• _ACTIVITY_: Every word of the data below has to be copied faithfully.
[[ DATA SECTION open ]]
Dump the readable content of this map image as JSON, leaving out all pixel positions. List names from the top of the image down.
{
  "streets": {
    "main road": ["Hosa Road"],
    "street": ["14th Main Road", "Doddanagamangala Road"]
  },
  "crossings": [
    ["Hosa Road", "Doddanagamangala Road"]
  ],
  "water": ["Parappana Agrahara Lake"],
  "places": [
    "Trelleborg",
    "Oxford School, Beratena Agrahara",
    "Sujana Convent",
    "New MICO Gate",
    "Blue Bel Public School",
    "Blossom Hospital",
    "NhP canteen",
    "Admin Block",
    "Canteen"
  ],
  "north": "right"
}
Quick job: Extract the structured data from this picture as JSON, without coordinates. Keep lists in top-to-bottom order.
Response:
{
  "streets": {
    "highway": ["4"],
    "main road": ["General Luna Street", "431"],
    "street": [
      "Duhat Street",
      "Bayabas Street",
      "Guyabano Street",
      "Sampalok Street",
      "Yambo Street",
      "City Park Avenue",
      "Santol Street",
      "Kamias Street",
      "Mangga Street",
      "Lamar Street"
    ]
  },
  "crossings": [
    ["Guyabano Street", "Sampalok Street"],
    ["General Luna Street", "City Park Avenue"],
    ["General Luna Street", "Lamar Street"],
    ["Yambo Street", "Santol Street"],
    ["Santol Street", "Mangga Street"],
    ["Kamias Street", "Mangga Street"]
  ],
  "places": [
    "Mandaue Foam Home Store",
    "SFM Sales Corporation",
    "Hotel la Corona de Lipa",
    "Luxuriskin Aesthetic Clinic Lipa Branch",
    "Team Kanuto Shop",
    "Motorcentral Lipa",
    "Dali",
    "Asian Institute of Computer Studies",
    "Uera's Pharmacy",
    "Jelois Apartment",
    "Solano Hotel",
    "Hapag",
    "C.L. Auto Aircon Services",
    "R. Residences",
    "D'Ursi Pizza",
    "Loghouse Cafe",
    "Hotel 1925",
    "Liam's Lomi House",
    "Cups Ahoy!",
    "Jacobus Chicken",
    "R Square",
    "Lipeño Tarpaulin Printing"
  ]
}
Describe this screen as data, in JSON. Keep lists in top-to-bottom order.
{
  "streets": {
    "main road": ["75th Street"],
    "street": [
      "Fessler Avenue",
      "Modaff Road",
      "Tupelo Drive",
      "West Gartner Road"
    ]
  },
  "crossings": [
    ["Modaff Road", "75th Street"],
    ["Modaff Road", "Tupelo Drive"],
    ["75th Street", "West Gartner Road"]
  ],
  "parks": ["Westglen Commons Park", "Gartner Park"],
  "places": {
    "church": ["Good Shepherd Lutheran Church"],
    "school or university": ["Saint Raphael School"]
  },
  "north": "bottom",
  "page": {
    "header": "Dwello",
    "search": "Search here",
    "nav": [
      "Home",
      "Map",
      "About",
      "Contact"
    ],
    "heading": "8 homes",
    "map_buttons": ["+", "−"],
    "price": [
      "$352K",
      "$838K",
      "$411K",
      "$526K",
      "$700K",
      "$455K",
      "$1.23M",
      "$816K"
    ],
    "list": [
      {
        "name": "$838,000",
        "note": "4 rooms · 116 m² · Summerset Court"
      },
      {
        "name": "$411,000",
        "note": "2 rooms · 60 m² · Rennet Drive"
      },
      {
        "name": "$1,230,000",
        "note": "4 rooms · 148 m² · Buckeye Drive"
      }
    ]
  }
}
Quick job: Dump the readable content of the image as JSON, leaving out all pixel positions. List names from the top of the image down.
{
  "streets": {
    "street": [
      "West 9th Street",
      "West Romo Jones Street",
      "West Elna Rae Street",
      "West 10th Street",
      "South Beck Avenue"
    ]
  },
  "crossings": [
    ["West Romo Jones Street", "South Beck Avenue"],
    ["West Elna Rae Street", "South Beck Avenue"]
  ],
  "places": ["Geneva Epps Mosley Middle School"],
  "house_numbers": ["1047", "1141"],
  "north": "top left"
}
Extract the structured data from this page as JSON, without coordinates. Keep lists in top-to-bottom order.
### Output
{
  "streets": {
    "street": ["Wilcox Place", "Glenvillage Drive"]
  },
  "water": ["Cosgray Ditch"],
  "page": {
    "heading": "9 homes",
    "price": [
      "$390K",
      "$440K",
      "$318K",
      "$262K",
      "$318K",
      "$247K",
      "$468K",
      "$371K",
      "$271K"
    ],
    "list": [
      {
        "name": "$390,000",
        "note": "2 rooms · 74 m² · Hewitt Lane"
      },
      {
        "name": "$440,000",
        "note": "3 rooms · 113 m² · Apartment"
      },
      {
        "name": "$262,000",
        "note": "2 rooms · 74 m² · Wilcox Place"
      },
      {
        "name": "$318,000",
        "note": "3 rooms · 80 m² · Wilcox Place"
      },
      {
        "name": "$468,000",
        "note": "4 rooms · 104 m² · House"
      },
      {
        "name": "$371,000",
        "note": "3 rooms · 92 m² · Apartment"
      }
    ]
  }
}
[[ DATA SECTION closed ]]
• _SOLVED EXERCISE_:
Dump the readable content of this map image as JSON, leaving out all pixel positions. List names from the top of the image down.
{
  "streets": {
    "main road": ["Hosa Road"],
    "street": ["14th Main Road", "Doddanagamangala Road"]
  },
  "crossings": [
    ["Hosa Road", "Doddanagamangala Road"]
  ],
  "water": ["Parappana Agrahara Lake"],
  "places": [
    "Trelleborg",
    "Oxford School, Beratena Agrahara",
    "Sujana Convent",
    "New MICO Gate",
    "Blue Bel Public School",
    "Blossom Hospital",
    "NhP canteen",
    "Admin Block",
    "Canteen"
  ],
  "north": "right"
}
Quick job: Extract the structured data from this picture as JSON, without coordinates. Keep lists in top-to-bottom order.
Response:
{
  "streets": {
    "highway": ["4"],
    "main road": ["General Luna Street", "431"],
    "street": [
      "Duhat Street",
      "Bayabas Street",
      "Guyabano Street",
      "Sampalok Street",
      "Yambo Street",
      "City Park Avenue",
      "Santol Street",
      "Kamias Street",
      "Mangga Street",
      "Lamar Street"
    ]
  },
  "crossings": [
    ["Guyabano Street", "Sampalok Street"],
    ["General Luna Street", "City Park Avenue"],
    ["General Luna Street", "Lamar Street"],
    ["Yambo Street", "Santol Street"],
    ["Santol Street", "Mangga Street"],
    ["Kamias Street", "Mangga Street"]
  ],
  "places": [
    "Mandaue Foam Home Store",
    "SFM Sales Corporation",
    "Hotel la Corona de Lipa",
    "Luxuriskin Aesthetic Clinic Lipa Branch",
    "Team Kanuto Shop",
    "Motorcentral Lipa",
    "Dali",
    "Asian Institute of Computer Studies",
    "Uera's Pharmacy",
    "Jelois Apartment",
    "Solano Hotel",
    "Hapag",
    "C.L. Auto Aircon Services",
    "R. Residences",
    "D'Ursi Pizza",
    "Loghouse Cafe",
    "Hotel 1925",
    "Liam's Lomi House",
    "Cups Ahoy!",
    "Jacobus Chicken",
    "R Square",
    "Lipeño Tarpaulin Printing"
  ]
}
Describe this screen as data, in JSON. Keep lists in top-to-bottom order.
{
  "streets": {
    "main road": ["75th Street"],
    "street": [
      "Fessler Avenue",
      "Modaff Road",
      "Tupelo Drive",
      "West Gartner Road"
    ]
  },
  "crossings": [
    ["Modaff Road", "75th Street"],
    ["Modaff Road", "Tupelo Drive"],
    ["75th Street", "West Gartner Road"]
  ],
  "parks": ["Westglen Commons Park", "Gartner Park"],
  "places": {
    "church": ["Good Shepherd Lutheran Church"],
    "school or university": ["Saint Raphael School"]
  },
  "north": "bottom",
  "page": {
    "header": "Dwello",
    "search": "Search here",
    "nav": [
      "Home",
      "Map",
      "About",
      "Contact"
    ],
    "heading": "8 homes",
    "map_buttons": ["+", "−"],
    "price": [
      "$352K",
      "$838K",
      "$411K",
      "$526K",
      "$700K",
      "$455K",
      "$1.23M",
      "$816K"
    ],
    "list": [
      {
        "name": "$838,000",
        "note": "4 rooms · 116 m² · Summerset Court"
      },
      {
        "name": "$411,000",
        "note": "2 rooms · 60 m² · Rennet Drive"
      },
      {
        "name": "$1,230,000",
        "note": "4 rooms · 148 m² · Buckeye Drive"
      }
    ]
  }
}
Quick job: Dump the readable content of the image as JSON, leaving out all pixel positions. List names from the top of the image down.
{
  "streets": {
    "street": [
      "West 9th Street",
      "West Romo Jones Street",
      "West Elna Rae Street",
      "West 10th Street",
      "South Beck Avenue"
    ]
  },
  "crossings": [
    ["West Romo Jones Street", "South Beck Avenue"],
    ["West Elna Rae Street", "South Beck Avenue"]
  ],
  "places": ["Geneva Epps Mosley Middle School"],
  "house_numbers": ["1047", "1141"],
  "north": "top left"
}
Extract the structured data from this page as JSON, without coordinates. Keep lists in top-to-bottom order.
### Output
{
  "streets": {
    "street": ["Wilcox Place", "Glenvillage Drive"]
  },
  "water": ["Cosgray Ditch"],
  "page": {
    "heading": "9 homes",
    "price": [
      "$390K",
      "$440K",
      "$318K",
      "$262K",
      "$318K",
      "$247K",
      "$468K",
      "$371K",
      "$271K"
    ],
    "list": [
      {
        "name": "$390,000",
        "note": "2 rooms · 74 m² · Hewitt Lane"
      },
      {
        "name": "$440,000",
        "note": "3 rooms · 113 m² · Apartment"
      },
      {
        "name": "$262,000",
        "note": "2 rooms · 74 m² · Wilcox Place"
      },
      {
        "name": "$318,000",
        "note": "3 rooms · 80 m² · Wilcox Place"
      },
      {
        "name": "$468,000",
        "note": "4 rooms · 104 m² · House"
      },
      {
        "name": "$371,000",
        "note": "3 rooms · 92 m² · Apartment"
      }
    ]
  }
}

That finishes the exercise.